[Bugfix] Avoid repeatedly creating dummy data during engine startup

DarkLight1337 · DarkLight1337 · commit 7d0557c03aaa · 2025-05-10T13:59:59.000Z
Signed-off-by: DarkLight1337 &lt;tlleungac@connect.ust.hk&gt;
diff --git a/vllm/engine/llm_engine.py b/vllm/engine/llm_engine.py
@@ -409,6 +409,9 @@ def get_tokenizer_for_seq(sequence: Sequence) -> AnyTokenizer:
         # the next step without re-scheduling.
         self._skip_scheduling_next_step = False
 
+        # Don't keep the dummy data in memory
+        self.reset_mm_cache()
+
     def _initialize_kv_caches(self) -> None:
         """Initialize the KV cache in the worker(s).
 
@@ -913,6 +916,10 @@ def has_unfinished_requests_for_virtual_engine(
         """
         return self.scheduler[virtual_engine].has_unfinished_seqs()
 
+    def reset_mm_cache(self) -> bool:
+        """Reset the multi-modal cache."""
+        return self.input_preprocessor.mm_registry.reset_processor_cache()
+
     def reset_prefix_cache(self, device: Optional[Device] = None) -> bool:
         """Reset prefix cache for all devices."""
 
diff --git a/vllm/multimodal/processing.py b/vllm/multimodal/processing.py
@@ -1026,6 +1026,11 @@ def put(
     def put_item(self, item: ProcessingCacheItem) -> None:
         self._cache[item.key] = item.value
 
+    def reset(self) -> bool:
+        self._cache.clear()
+
+        return True
+
 
 class BaseProcessingInfo:
     """Base class to provide the information necessary for data processing."""
diff --git a/vllm/multimodal/registry.py b/vllm/multimodal/registry.py
@@ -88,6 +88,12 @@ def __init__(self) -> None:
 
         self._processing_cache = ProcessingCache(VLLM_MM_INPUT_CACHE_GIB)
 
+    def reset_processor_cache(self) -> bool:
+        """Reset the multi-modal processing cache."""
+        self._processing_cache.reset()
+
+        return True  # Success
+
     @deprecated("Legacy input processor/mapper pipeline has been removed. "
                 "Please update your model runner to use "
                 "`seq_group_metadata.multi_modal_data` directly without "
@@ -106,7 +112,7 @@ def get_max_tokens_per_item_by_modality(
         if not model_config.is_multimodal_model:
             return {}
 
-        processor = self.create_processor(model_config, disable_cache=True)
+        processor = self.create_processor(model_config, disable_cache=False)

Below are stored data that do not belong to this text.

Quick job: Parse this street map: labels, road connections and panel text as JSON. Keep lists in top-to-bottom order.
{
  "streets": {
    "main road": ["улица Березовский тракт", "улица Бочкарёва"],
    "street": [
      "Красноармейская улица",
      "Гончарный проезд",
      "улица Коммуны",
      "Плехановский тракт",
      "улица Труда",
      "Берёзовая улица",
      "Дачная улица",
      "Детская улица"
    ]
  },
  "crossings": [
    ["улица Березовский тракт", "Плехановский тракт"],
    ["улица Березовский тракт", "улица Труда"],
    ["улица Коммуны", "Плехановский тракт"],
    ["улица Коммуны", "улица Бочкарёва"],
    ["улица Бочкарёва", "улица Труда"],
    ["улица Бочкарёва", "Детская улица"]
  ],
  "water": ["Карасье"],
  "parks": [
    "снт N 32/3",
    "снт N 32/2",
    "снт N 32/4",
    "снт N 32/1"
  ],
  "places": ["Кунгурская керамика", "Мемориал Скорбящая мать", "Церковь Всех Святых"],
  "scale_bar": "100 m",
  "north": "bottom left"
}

         profiler = MultiModalProfiler(processor)
 
         seq_len = model_config.max_model_len
@@ -190,7 +196,7 @@ def get_mm_limits_per_prompt(
         if not model_config.is_multimodal_model:
             return {}
 
-        processor = self.create_processor(model_config, disable_cache=True)

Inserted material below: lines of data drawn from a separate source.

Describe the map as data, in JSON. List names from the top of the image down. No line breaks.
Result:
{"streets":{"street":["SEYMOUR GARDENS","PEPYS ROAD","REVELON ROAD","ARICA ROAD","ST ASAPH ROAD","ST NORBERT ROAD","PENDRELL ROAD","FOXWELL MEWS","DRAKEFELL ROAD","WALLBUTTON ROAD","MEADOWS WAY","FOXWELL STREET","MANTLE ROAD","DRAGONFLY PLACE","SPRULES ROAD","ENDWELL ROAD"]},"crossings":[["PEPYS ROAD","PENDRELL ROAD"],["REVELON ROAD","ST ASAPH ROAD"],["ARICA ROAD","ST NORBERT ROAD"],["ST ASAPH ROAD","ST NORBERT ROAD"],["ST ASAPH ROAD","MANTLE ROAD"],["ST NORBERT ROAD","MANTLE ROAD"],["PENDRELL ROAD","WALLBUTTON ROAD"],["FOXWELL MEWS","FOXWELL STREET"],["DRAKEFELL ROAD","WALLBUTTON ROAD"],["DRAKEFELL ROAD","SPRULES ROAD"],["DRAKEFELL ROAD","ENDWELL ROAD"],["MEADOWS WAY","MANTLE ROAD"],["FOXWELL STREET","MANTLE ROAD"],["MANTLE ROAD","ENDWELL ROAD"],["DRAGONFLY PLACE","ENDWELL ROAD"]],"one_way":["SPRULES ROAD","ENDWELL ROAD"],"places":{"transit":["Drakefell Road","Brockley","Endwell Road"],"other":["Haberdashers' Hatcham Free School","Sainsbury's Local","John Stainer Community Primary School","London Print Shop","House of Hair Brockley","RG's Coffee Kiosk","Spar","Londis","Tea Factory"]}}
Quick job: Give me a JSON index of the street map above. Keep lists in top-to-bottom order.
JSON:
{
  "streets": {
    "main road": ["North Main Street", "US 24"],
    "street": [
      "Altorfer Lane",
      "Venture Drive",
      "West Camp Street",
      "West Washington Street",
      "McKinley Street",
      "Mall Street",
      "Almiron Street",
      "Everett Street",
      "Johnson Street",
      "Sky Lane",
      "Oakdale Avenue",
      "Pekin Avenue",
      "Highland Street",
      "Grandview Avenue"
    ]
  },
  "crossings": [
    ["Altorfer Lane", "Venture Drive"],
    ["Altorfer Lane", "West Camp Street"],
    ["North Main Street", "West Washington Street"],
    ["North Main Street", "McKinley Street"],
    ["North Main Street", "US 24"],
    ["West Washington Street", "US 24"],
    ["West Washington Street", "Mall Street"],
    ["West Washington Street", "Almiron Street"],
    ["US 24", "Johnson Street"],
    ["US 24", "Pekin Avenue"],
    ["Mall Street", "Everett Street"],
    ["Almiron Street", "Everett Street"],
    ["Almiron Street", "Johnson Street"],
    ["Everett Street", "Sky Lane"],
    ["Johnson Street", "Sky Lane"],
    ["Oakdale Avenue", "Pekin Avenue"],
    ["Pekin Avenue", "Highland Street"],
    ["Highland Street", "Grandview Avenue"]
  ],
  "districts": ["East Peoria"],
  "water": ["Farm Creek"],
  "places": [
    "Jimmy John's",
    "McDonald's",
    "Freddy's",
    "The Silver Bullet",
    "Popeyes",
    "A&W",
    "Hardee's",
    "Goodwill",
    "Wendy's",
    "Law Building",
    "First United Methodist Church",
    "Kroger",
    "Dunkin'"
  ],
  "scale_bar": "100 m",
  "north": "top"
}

+        processor = self.create_processor(model_config, disable_cache=False)
         profiler = MultiModalProfiler(processor)
         return profiler.get_mm_limits()
 
@@ -286,7 +292,7 @@ def get_decoder_dummy_data(
 
         The model is identified by ``model_config``.
         """
-        processor = self.create_processor(model_config, disable_cache=True)
+        processor = self.create_processor(model_config, disable_cache=False)
         profiler = MultiModalProfiler(processor)
         dummy_data = profiler.get_decoder_dummy_data(seq_len, mm_counts)
 
@@ -310,7 +316,7 @@ def get_encoder_dummy_data(
 
         The model is identified by ``model_config``.
         """
-        processor = self.create_processor(model_config, disable_cache=True)
+        processor = self.create_processor(model_config, disable_cache=False)
         profiler = MultiModalProfiler(processor)
         dummy_data = profiler.get_encoder_dummy_data(seq_len, mm_counts)
 
diff --git a/vllm/v1/engine/core.py b/vllm/v1/engine/core.py
@@ -121,6 +121,9 @@ def __init__(self,
             self.batch_queue = queue.Queue(self.batch_queue_size)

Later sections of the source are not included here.